In a large deep pan, sautee the vegetable in olive oil at medium to high heat.
Chop and press garlic cloves, deposit into the hot oil and vegetable mixture.
While stirring add sherry, salt, pepper and thyme.
Still stirring, add sun dried tomato paste.

Here is where you have the option of using a regular sized jar of good quality Marinara sauce or adhering to a more stoic path by introducing your own prepared base made from freshly cut and stewed Roma tomatoes. Either way, stir in a good amount of tomatoes in order to expand the mixture into what will now become a sauce. Cover and simmer, stirring occasionally.

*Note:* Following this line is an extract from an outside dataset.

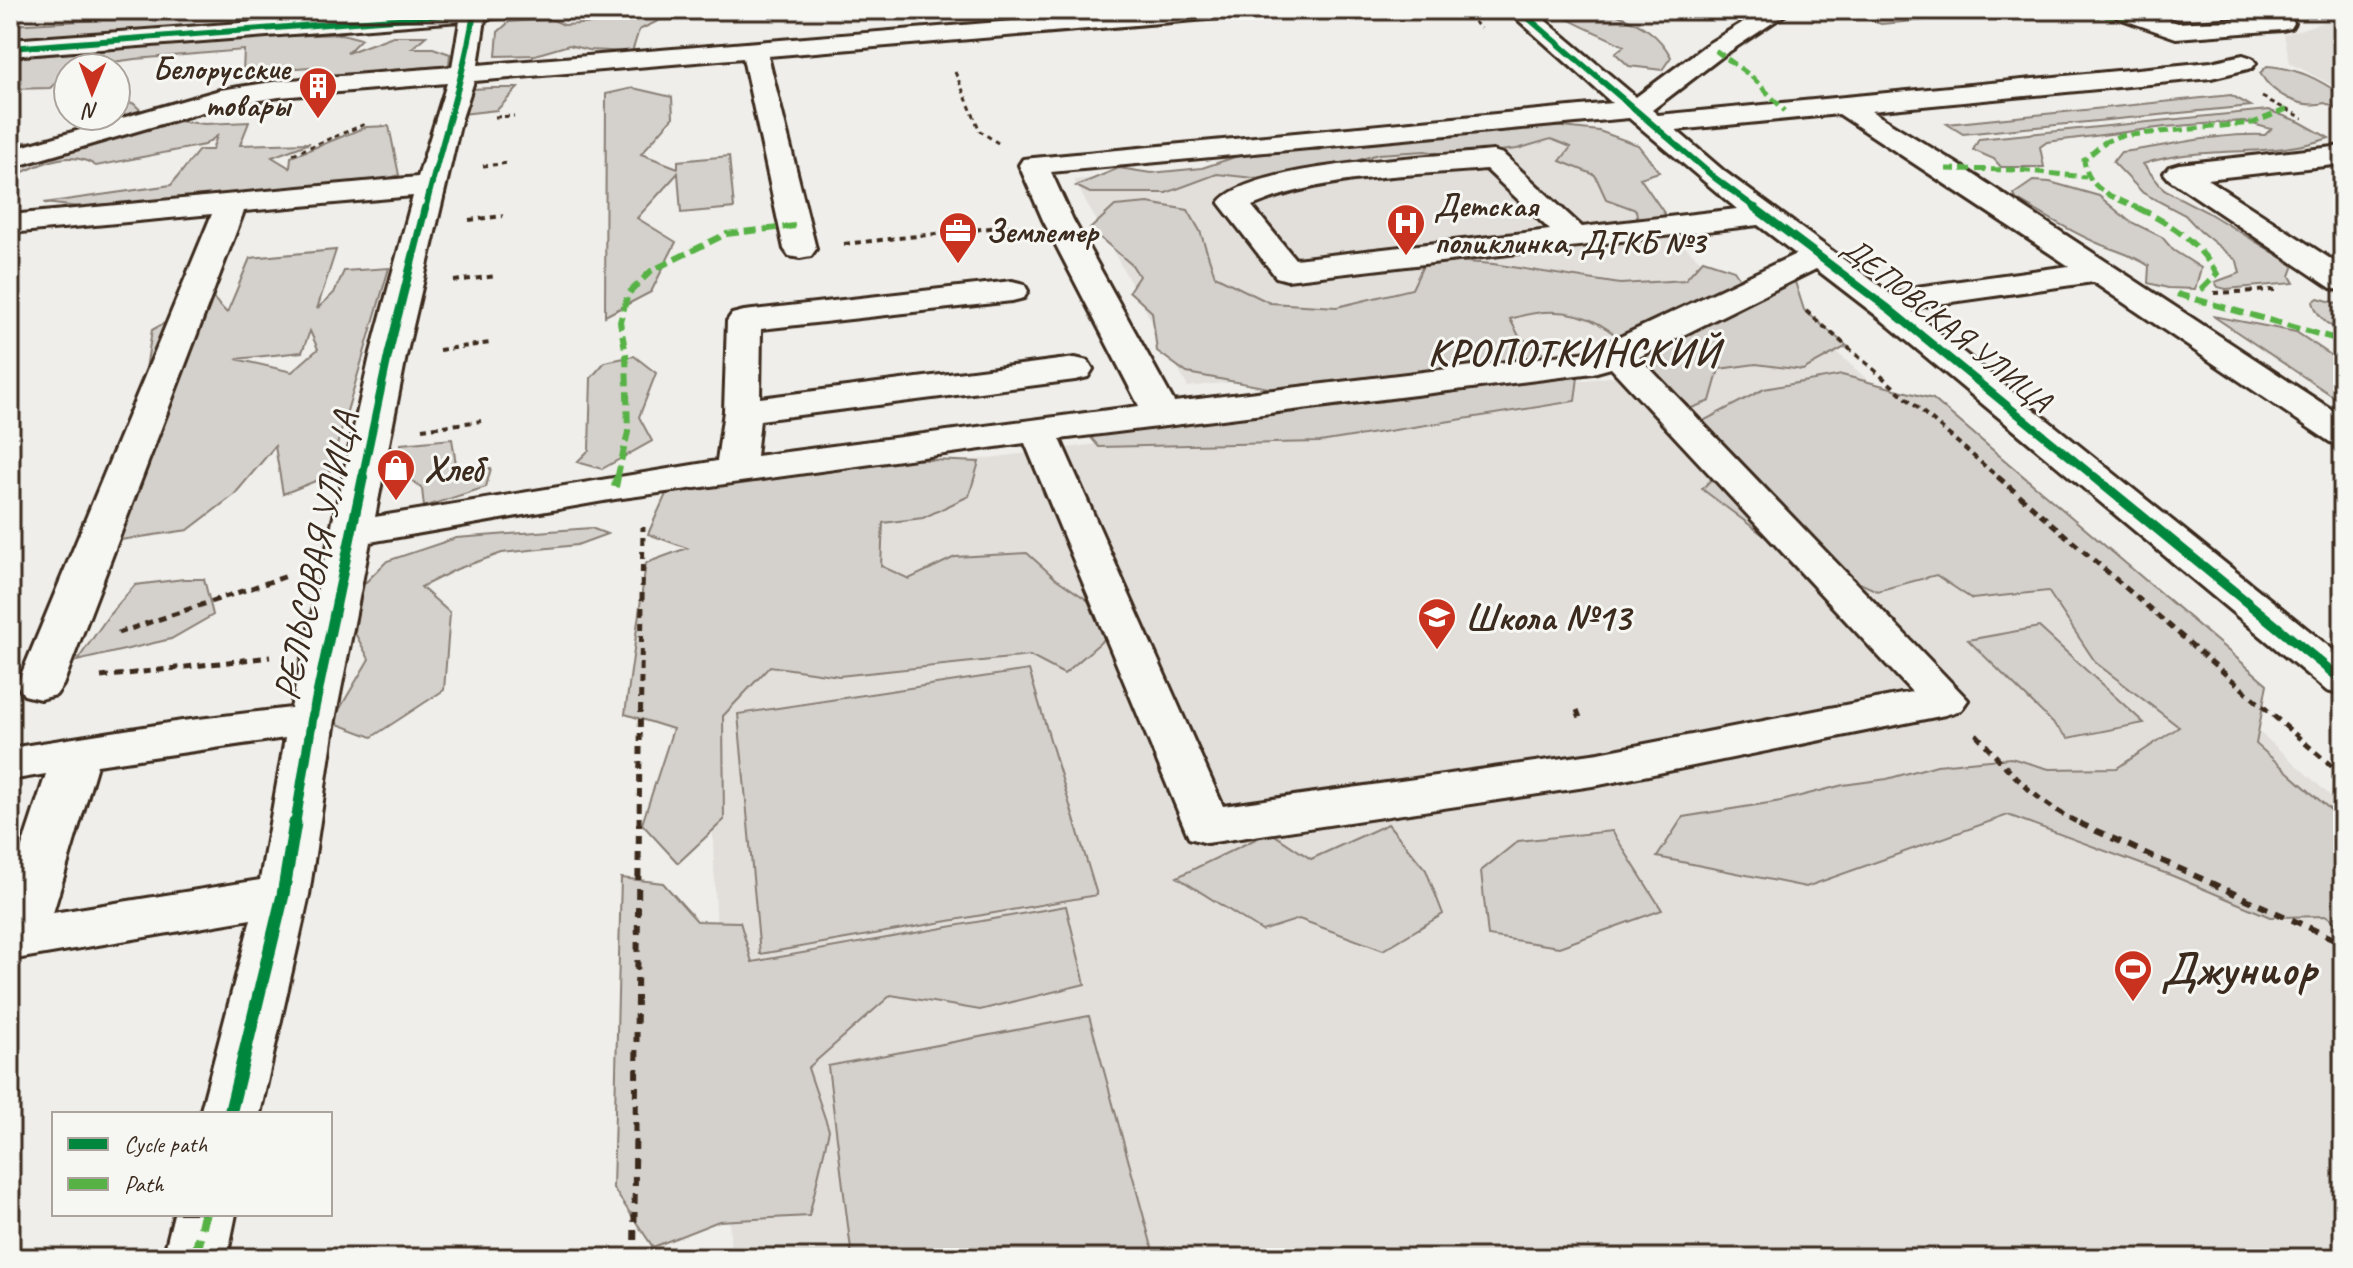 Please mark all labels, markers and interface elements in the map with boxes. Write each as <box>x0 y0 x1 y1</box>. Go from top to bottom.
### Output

Music is always helpful while cooking. You probably know what to use in order to bring joy to your heart and through you into the food while it cooks. While putting this together I listened to Brahms’ Ein deutsches Requiem Op. 45 which I’ve been grooving on a lot just lately. (Double parental passage has finally given me visceral context for requiems in general). As the sauce neared completion I found myself playing the gentle seventh movement over and over again: blessed are the dead.

http://imslp.org/wiki/Ein_deutsches_Requiem,_Op.45_(Brahms,_Johannes)

But you’re alive, so serve this sauce over pasta which has been cooked just long enough.
It’s also really very nice with grated parmesan cheese over the top of it.
Again, maybe you’ll want and need to incorporate music that is richly meaningful to you as an individual. And you can use red wine instead of sherry. Your call.